▶ **TASK TO COMPLETE**
Up to and including the line that holds "height:3px; margin-top:-1.5px; transform-origin:0;", print the data exactly from its first line; do not print the pictures.

:: LISTED RECORDS ::

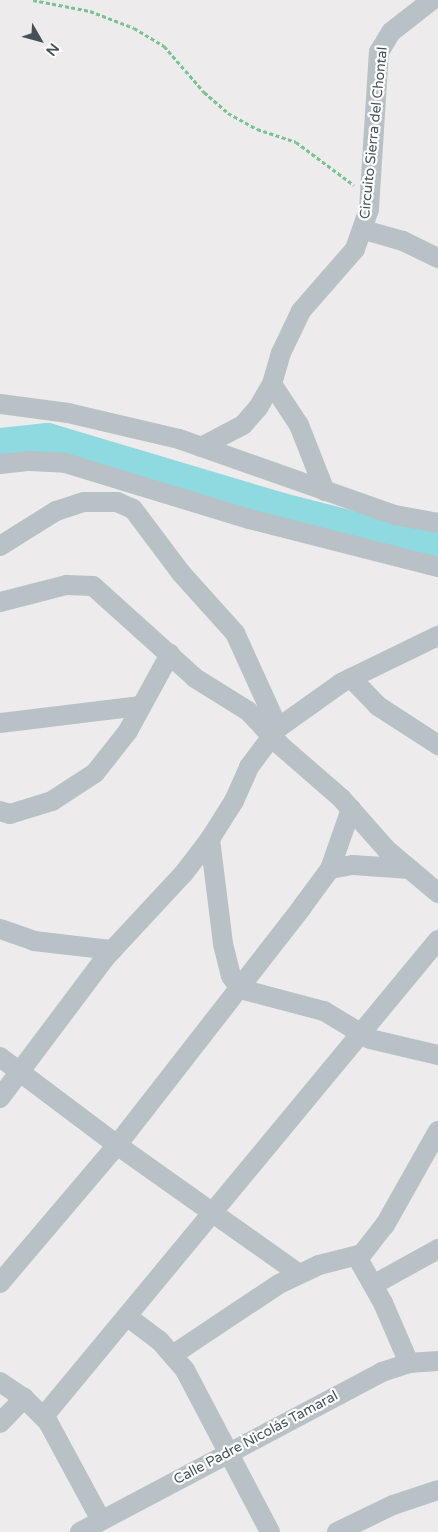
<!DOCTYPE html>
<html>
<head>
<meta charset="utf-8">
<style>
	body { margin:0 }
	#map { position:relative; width:438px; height:1532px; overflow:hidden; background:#eeebec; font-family:"Varela Round",sans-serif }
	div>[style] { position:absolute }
	.river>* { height:29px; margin:-14.5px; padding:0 14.5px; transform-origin:14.5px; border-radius:14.5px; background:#8fd9e0 }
	.path>* { height:3px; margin-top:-1.5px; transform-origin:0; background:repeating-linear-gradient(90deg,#7ac195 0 4px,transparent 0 6.5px) }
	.minor>* { height:20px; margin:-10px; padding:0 10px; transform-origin:10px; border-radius:10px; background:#b8c1c6 }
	span { translate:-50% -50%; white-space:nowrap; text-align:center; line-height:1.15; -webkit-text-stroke:4.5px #fff; paint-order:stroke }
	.street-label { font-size:14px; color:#465156 }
	.north { position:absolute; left:15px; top:15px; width:50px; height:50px; -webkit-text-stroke:4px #fff; paint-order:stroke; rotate:128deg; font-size:14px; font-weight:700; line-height:20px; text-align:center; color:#465156 }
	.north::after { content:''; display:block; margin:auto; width:18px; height:22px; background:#465156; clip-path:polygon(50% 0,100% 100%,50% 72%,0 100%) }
</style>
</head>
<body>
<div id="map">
	<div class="river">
		<i style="left:0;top:442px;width:47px;rotate:-6.1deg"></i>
		<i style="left:47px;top:437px;width:245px;rotate:16.6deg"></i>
		<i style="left:282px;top:507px;width:161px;rotate:14.4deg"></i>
	</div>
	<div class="path">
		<i style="left:33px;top:0;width:58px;rotate:10.9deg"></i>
		<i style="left:90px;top:11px;width:47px;rotate:21.1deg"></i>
		<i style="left:134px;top:28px;width:35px;rotate:31deg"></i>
		<i style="left:164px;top:46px;width:61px;rotate:49deg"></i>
		<i style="left:204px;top:92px;width:32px;rotate:41deg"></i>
		<i style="left:228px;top:113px;width:33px;rotate:29deg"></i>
		<i style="left:257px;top:129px;width:41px;rotate:18.4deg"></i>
		<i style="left:296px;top:142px;width:72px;rotate:36.6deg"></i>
	</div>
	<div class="minor">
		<i style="left:364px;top:230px;width:41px;rotate:15.8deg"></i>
		<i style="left:403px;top:241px;width:39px;rotate:26deg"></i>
		<i style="left:272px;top:384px;width:49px;rotate:56.6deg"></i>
		<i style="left:299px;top:425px;width:71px;rotate:68.5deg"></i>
		<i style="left:0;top:404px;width:69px;rotate:7.5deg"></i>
		<i style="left:68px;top:413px;width:114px;rotate:13.2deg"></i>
		<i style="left:179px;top:439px;width:229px;rotate:19.4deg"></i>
		<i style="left:395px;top:515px;width:44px;rotate:10.5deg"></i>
		<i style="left:201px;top:447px;width:47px;rotate:-27.6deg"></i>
		<i style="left:243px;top:425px;width:23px;rotate:-49deg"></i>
		<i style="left:258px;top:408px;width:28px;rotate:-60deg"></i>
		<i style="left:272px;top:384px;width:32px;rotate:-74deg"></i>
		<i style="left:281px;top:353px;width:47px;rotate:-64.5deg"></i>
		<i style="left:301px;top:311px;width:82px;rotate:-48.9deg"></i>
		<i style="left:355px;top:249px;width:42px;rotate:-70.7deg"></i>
		<i style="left:369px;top:209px;width:157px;rotate:-86.4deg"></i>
		<i style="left:379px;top:52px;width:23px;rotate:-59deg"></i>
		<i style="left:391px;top:32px;width:52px;rotate:-38deg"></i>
		<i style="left:0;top:464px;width:30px;rotate:-6deg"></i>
		<i style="left:30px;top:461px;width:35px;rotate:3deg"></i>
		<i style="left:65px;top:463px;width:192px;rotate:16.9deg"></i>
		<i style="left:249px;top:519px;width:195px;rotate:14.3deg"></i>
		<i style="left:0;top:546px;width:66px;rotate:-32deg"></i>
		<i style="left:56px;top:511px;width:29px;rotate:-18deg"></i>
		<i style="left:84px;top:502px;width:33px"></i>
		<i style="left:117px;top:502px;width:17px;rotate:24deg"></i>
		<i style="left:133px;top:509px;width:80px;rotate:53.1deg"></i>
		<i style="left:181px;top:573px;width:81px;rotate:48deg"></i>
		<i style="left:235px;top:633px;width:104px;rotate:65.6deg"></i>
		<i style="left:0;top:602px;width:68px;rotate:-14.4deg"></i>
		<i style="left:66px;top:585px;width:27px;rotate:2deg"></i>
		<i style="left:93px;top:586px;width:137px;rotate:42deg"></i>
		<i style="left:195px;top:678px;width:62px;rotate:31.9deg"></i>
		<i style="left:248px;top:711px;width:47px;rotate:46.7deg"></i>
		<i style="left:280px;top:745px;width:81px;rotate:41deg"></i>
		<i style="left:341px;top:798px;width:69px;rotate:48.5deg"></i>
		<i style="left:387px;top:850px;width:67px;rotate:40.1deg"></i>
		<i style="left:351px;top:678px;width:39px;rotate:46deg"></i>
		<i style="left:378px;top:706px;width:72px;rotate:33deg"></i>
		<i style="left:0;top:723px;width:142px;rotate:-6.9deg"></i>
		<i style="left:0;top:811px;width:10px;rotate:17deg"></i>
		<i style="left:10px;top:814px;width:44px;rotate:-17.2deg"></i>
		<i style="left:52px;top:801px;width:51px;rotate:-33.1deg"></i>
		<i style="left:95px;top:773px;width:53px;rotate:-51.8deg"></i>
		<i style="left:128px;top:731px;width:88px;rotate:-61.4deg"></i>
		<i style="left:210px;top:839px;width:106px;rotate:82.9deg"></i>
		<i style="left:223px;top:944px;width:33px;rotate:76deg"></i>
		<i style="left:231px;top:976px;width:16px;rotate:55deg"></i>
		<i style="left:240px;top:989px;width:87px;rotate:14.7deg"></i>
		<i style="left:324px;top:1011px;width:54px;rotate:31.3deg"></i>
		<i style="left:370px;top:1039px;width:70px;rotate:13.2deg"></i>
		<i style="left:330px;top:869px;width:23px;rotate:-10deg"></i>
		<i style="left:353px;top:865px;width:57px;rotate:4deg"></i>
		<i style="left:0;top:929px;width:36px;rotate:19deg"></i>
		<i style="left:34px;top:941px;width:79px;rotate:6.6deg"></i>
		<i style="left:0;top:1057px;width:146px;rotate:36.9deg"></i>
		<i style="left:117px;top:1145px;width:223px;rotate:35.3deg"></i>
		<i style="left:0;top:1098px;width:175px;rotate:-53.1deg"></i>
		<i style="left:105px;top:958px;width:116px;rotate:-47.1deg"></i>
		<i style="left:184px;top:873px;width:43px;rotate:-52.6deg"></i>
		<i style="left:210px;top:839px;width:45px;rotate:-57.7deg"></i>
		<i style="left:234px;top:801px;width:37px;rotate:-66deg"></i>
		<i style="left:249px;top:767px;width:49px;rotate:-53.4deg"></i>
		<i style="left:278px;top:728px;width:77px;rotate:-35.5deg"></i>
		<i style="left:341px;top:683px;width:108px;rotate:-25.9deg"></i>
		<i style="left:357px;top:1257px;width:53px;rotate:60.5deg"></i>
		<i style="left:383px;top:1303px;width:65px;rotate:66.6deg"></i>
		<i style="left:0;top:1283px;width:181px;rotate:-49.7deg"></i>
		<i style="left:117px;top:1145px;width:301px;rotate:-52.1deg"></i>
		<i style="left:302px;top:907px;width:47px;rotate:-53.6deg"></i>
		<i style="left:330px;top:869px;width:64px;rotate:-70.7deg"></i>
		<i style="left:373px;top:1285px;width:74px;rotate:-29deg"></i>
		<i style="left:128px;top:1317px;width:39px;rotate:37deg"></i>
		<i style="left:159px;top:1340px;width:40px;rotate:49deg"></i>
		<i style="left:185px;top:1370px;width:183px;rotate:62.3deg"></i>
		<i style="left:174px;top:1354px;width:126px;rotate:-33.7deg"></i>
		<i style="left:279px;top:1284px;width:44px;rotate:-25.4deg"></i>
		<i style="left:319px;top:1265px;width:44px;rotate:-14.3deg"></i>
		<i style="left:362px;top:1254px;width:37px;rotate:-52deg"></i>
		<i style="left:385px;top:1225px;width:108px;rotate:-60.6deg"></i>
		<i style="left:0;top:1382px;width:29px;rotate:34deg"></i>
		<i style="left:24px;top:1398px;width:34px;rotate:45deg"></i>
		<i style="left:48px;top:1422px;width:111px;rotate:61.6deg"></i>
		<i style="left:44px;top:1416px;width:618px;rotate:-50.38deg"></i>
		<i style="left:0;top:1423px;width:35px;rotate:-46deg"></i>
		<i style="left:80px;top:1532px;width:342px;rotate:-27.9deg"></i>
		<i style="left:382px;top:1372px;width:28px;rotate:-18deg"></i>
		<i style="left:409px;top:1363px;width:29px;rotate:-4deg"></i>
		<i style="left:337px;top:1532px;width:62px;rotate:-25.7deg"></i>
		<i style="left:393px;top:1505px;width:47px;rotate:-18.4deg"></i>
	</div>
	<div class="street-label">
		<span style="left:374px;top:133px;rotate:-84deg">Circuito Sierra del Chontal</span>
		<span style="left:256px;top:1438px;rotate:-28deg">Calle Padre Nicolás Tamaral</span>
	</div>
	<div class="north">N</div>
</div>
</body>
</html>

:::

▶ **SOLVED EXERCISE**
<!DOCTYPE html>
<html>
<head>
<meta charset="utf-8">
<style>
	body { margin:0 }
	#map { position:relative; width:438px; height:1532px; overflow:hidden; background:#eeebec; font-family:"Varela Round",sans-serif }
	div>[style] { position:absolute }
	.river>* { height:29px; margin:-14.5px; padding:0 14.5px; transform-origin:14.5px; border-radius:14.5px; background:#8fd9e0 }
	.path>* { height:3px; margin-top:-1.5px; transform-origin:0; background:repeating-linear-gradient(90deg,#7ac195 0 4px,transparent 0 6.5px) }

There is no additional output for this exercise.